• Task details: Among the entries below, find how many lines carry the word "column" and state only that figure.

[Extracted records]
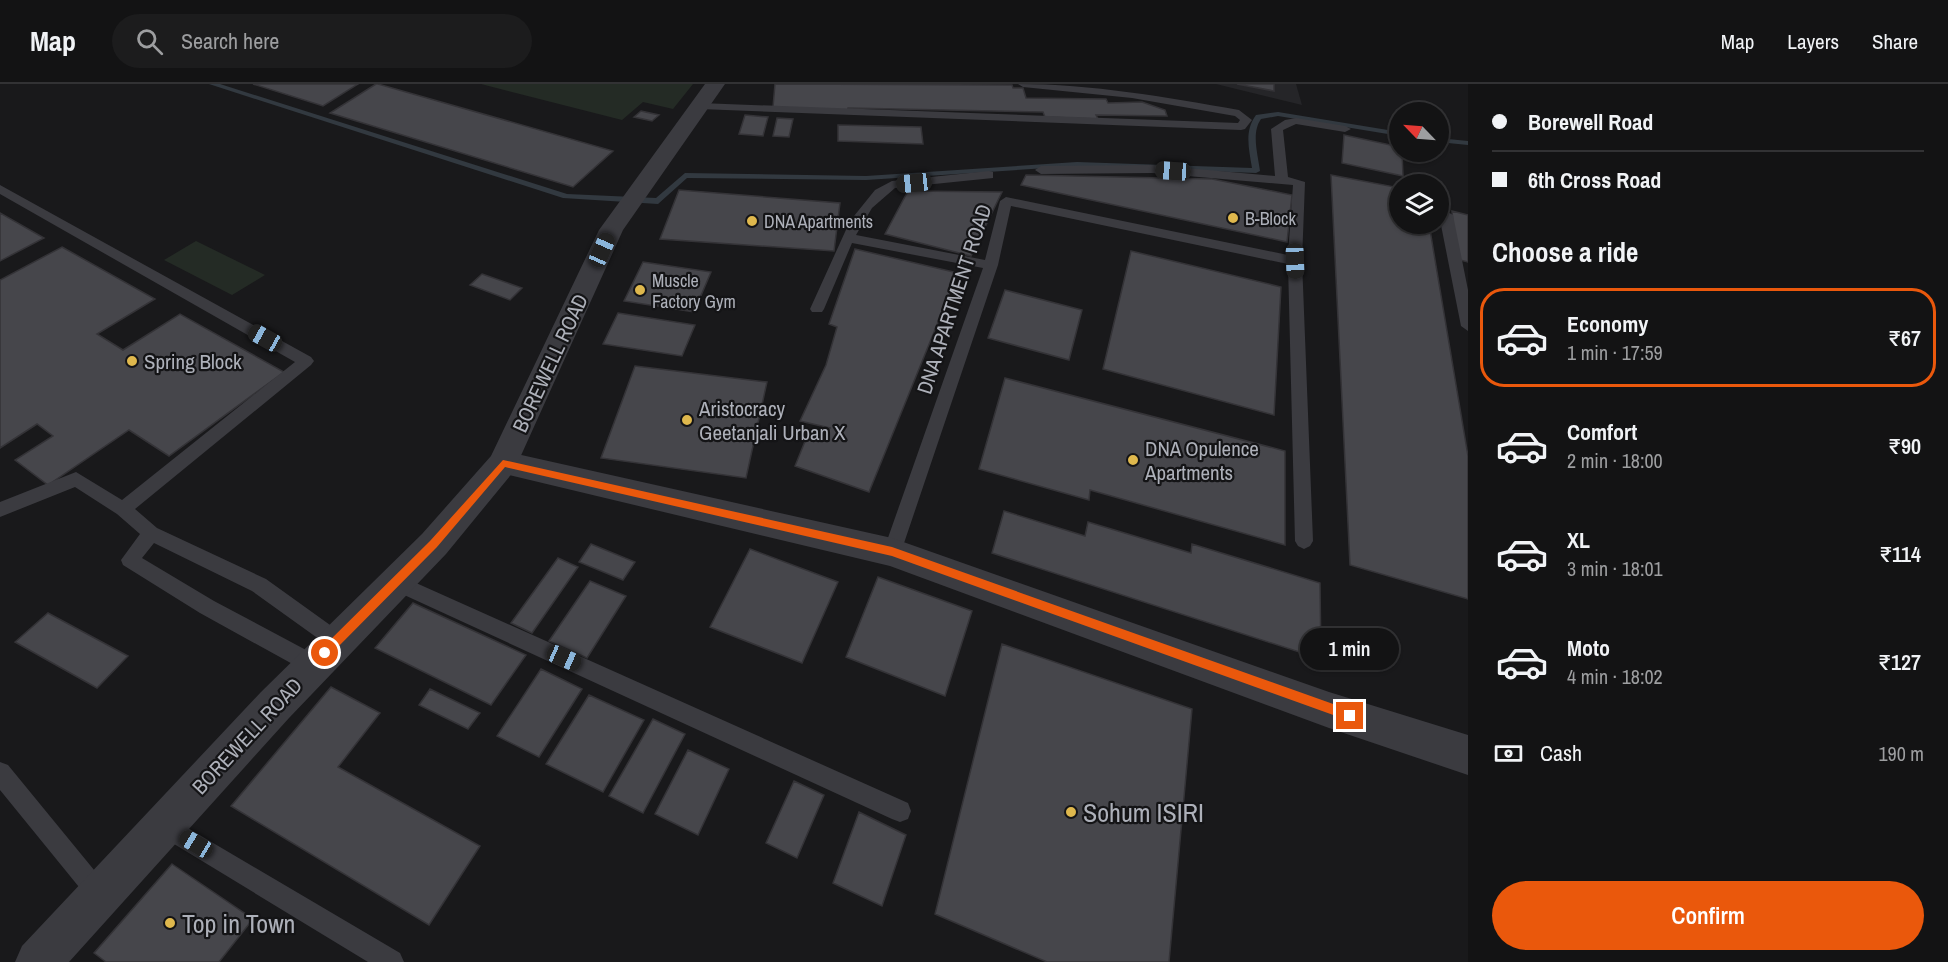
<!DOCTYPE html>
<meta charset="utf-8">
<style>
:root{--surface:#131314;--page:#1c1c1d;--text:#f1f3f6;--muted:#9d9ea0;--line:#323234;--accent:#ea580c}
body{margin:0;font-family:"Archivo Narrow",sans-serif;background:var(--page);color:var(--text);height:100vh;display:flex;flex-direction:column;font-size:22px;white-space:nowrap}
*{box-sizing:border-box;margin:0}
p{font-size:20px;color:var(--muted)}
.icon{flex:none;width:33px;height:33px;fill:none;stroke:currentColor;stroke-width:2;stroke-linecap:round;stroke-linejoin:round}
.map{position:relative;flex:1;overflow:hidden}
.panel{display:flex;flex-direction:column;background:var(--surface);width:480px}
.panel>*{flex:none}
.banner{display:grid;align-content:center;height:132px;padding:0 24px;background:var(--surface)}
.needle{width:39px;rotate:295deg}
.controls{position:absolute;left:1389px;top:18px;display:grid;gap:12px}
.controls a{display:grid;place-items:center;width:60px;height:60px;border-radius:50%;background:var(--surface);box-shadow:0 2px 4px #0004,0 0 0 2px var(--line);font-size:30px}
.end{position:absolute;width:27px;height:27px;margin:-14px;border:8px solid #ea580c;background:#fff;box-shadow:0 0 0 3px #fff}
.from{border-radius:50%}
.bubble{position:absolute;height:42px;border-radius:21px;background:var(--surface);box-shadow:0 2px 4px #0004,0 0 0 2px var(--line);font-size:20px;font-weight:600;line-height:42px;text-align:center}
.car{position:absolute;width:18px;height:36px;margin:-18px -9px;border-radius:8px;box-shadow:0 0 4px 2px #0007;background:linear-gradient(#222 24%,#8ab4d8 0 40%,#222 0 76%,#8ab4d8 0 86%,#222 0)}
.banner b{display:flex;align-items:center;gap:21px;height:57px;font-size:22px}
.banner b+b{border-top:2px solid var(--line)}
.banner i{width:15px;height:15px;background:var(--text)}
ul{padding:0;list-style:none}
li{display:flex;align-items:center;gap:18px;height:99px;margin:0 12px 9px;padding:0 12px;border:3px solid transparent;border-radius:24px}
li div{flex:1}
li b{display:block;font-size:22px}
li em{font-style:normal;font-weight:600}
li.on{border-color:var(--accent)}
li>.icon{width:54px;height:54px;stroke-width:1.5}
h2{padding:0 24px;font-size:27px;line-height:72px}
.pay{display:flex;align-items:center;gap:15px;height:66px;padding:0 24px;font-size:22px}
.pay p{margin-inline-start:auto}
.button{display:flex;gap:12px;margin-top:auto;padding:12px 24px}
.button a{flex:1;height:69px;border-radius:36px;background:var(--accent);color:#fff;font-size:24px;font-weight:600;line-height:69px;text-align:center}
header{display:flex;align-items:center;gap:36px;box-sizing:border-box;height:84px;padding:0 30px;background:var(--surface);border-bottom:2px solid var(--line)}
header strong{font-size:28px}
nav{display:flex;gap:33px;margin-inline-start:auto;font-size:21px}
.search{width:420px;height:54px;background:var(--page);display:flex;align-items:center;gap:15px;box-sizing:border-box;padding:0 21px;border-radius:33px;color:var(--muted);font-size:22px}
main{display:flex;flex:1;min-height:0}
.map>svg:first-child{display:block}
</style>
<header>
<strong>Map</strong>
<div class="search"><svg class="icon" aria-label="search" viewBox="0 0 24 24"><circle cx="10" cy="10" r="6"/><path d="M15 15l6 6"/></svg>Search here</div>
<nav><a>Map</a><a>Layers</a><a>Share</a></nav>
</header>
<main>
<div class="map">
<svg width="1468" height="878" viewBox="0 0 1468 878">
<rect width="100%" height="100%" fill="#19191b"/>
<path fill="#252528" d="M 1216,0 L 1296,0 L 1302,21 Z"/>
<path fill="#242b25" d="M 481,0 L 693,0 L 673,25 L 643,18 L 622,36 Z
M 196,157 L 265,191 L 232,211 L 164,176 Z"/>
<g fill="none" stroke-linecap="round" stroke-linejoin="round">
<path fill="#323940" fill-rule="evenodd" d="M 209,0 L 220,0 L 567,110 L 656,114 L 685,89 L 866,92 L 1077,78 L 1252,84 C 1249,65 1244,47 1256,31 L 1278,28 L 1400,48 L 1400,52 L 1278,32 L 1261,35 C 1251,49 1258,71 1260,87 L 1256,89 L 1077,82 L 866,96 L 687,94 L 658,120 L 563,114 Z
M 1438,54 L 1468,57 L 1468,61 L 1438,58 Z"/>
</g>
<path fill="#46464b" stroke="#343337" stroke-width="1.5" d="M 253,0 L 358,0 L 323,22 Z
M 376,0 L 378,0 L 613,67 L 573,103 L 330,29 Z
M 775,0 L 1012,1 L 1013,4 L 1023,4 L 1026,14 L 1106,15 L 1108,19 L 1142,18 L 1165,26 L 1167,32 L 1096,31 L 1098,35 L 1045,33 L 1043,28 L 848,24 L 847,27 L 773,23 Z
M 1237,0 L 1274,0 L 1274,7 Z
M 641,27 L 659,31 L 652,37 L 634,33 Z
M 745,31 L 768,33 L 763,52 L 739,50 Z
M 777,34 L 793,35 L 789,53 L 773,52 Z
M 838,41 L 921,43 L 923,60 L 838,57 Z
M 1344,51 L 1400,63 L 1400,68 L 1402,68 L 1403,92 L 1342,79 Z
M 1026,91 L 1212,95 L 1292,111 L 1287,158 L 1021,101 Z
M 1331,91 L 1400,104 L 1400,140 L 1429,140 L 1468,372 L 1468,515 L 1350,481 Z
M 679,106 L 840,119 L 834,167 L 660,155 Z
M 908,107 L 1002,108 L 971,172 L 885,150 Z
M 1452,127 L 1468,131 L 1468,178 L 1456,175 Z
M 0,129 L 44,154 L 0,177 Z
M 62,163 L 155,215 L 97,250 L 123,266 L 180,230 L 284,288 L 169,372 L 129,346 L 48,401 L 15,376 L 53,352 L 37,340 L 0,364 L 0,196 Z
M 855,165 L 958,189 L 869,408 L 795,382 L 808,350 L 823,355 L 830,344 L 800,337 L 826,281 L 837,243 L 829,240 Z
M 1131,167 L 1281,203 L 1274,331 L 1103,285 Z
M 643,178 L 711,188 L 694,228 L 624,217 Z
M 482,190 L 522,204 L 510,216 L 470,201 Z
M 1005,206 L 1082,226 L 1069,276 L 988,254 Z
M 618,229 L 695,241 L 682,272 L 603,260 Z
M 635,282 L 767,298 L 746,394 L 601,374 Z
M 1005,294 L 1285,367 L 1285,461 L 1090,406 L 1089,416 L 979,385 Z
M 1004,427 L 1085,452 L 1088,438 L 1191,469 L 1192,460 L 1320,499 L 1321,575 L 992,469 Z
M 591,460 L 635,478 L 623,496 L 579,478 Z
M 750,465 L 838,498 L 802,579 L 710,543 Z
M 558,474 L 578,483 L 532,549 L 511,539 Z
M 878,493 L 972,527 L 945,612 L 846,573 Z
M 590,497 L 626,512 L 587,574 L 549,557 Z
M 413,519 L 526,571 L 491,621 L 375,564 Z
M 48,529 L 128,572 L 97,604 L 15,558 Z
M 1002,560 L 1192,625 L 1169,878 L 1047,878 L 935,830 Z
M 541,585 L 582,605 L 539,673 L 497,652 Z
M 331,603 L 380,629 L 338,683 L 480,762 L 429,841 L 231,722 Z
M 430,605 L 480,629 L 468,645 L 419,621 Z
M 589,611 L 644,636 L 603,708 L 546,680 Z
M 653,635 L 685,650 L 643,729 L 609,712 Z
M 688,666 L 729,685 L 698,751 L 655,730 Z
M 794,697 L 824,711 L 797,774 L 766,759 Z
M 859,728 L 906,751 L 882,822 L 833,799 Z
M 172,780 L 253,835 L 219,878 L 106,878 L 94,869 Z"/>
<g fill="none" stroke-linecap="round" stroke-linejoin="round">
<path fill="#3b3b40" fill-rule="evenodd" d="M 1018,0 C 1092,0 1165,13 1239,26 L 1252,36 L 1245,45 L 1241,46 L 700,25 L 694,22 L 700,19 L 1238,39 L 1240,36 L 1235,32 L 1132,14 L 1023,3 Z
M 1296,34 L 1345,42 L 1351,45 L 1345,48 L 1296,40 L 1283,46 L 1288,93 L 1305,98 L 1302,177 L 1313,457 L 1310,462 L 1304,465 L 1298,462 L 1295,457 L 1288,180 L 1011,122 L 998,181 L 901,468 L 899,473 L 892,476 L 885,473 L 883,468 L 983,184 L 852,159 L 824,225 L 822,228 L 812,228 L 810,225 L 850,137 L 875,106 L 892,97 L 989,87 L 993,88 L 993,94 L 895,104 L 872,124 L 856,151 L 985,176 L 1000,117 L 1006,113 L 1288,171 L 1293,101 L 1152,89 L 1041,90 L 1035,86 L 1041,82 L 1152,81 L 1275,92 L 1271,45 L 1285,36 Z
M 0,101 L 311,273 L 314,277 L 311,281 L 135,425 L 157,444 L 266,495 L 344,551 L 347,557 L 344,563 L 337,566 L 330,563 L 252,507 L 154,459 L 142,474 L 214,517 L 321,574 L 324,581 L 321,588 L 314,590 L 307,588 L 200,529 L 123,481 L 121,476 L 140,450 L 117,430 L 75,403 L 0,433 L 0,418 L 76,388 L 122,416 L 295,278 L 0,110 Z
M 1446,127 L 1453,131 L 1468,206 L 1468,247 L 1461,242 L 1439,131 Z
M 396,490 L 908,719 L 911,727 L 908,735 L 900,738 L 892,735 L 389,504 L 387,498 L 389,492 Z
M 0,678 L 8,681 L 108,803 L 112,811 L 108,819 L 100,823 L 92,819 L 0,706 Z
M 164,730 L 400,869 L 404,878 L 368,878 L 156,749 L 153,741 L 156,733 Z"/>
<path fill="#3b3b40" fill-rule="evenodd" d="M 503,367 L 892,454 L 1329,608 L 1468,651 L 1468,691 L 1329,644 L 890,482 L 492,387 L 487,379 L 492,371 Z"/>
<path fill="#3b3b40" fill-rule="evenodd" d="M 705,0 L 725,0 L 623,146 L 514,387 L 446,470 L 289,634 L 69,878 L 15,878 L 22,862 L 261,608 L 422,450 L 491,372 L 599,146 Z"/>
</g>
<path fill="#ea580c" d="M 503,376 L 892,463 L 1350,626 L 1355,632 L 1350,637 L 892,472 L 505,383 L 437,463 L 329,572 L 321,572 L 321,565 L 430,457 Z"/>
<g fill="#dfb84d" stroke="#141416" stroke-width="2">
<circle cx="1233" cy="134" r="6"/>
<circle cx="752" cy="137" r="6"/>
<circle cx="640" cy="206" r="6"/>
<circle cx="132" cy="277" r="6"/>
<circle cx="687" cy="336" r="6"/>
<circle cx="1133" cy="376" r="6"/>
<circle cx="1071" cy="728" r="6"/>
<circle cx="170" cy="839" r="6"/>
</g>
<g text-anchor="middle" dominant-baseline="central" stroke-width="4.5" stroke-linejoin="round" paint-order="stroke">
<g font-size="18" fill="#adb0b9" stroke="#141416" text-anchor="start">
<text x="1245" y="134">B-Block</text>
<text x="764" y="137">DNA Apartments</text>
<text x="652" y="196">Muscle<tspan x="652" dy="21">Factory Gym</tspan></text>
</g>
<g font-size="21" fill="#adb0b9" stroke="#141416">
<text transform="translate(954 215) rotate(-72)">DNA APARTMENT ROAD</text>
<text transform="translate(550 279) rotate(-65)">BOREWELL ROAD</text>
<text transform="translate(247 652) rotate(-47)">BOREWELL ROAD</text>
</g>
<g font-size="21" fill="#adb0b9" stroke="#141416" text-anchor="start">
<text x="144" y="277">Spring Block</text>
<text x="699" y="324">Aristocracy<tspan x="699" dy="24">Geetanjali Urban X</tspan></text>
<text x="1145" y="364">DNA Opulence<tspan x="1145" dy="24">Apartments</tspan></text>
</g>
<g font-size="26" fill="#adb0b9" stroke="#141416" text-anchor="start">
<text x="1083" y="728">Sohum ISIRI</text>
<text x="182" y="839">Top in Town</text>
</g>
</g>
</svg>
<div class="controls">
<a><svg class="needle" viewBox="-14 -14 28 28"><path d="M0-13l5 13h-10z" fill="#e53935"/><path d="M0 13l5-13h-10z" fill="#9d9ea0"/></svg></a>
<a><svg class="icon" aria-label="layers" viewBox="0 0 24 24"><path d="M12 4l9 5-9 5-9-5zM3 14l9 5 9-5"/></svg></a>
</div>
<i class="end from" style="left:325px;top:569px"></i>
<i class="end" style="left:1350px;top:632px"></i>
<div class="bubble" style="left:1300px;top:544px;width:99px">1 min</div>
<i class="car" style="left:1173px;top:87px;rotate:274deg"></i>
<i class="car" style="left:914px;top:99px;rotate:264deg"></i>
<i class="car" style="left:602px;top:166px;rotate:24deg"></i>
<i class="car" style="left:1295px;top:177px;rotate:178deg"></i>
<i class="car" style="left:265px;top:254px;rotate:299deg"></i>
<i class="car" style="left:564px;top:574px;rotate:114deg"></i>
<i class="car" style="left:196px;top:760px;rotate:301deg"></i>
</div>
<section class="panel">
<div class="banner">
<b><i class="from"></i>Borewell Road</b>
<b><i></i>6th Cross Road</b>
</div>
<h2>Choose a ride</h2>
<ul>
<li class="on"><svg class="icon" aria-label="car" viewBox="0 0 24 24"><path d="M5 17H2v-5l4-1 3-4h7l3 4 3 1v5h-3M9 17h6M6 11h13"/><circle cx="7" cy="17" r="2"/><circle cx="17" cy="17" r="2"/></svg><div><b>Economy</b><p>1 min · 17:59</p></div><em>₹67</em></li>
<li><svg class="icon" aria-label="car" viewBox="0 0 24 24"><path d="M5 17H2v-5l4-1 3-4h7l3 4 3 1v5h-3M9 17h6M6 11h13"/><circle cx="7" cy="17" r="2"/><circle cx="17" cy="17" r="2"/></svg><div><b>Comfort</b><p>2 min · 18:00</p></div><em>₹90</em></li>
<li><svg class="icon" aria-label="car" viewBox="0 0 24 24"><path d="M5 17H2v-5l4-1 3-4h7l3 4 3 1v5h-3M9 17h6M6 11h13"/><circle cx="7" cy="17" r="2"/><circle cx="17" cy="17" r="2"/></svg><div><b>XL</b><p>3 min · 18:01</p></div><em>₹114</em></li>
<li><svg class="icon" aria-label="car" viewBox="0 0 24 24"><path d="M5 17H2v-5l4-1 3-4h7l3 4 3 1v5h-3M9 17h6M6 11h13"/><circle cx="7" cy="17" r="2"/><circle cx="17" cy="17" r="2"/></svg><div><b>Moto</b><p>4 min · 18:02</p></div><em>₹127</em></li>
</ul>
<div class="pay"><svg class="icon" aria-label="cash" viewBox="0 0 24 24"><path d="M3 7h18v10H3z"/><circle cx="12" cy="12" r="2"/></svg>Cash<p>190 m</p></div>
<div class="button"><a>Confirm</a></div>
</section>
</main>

• Result of this task: 2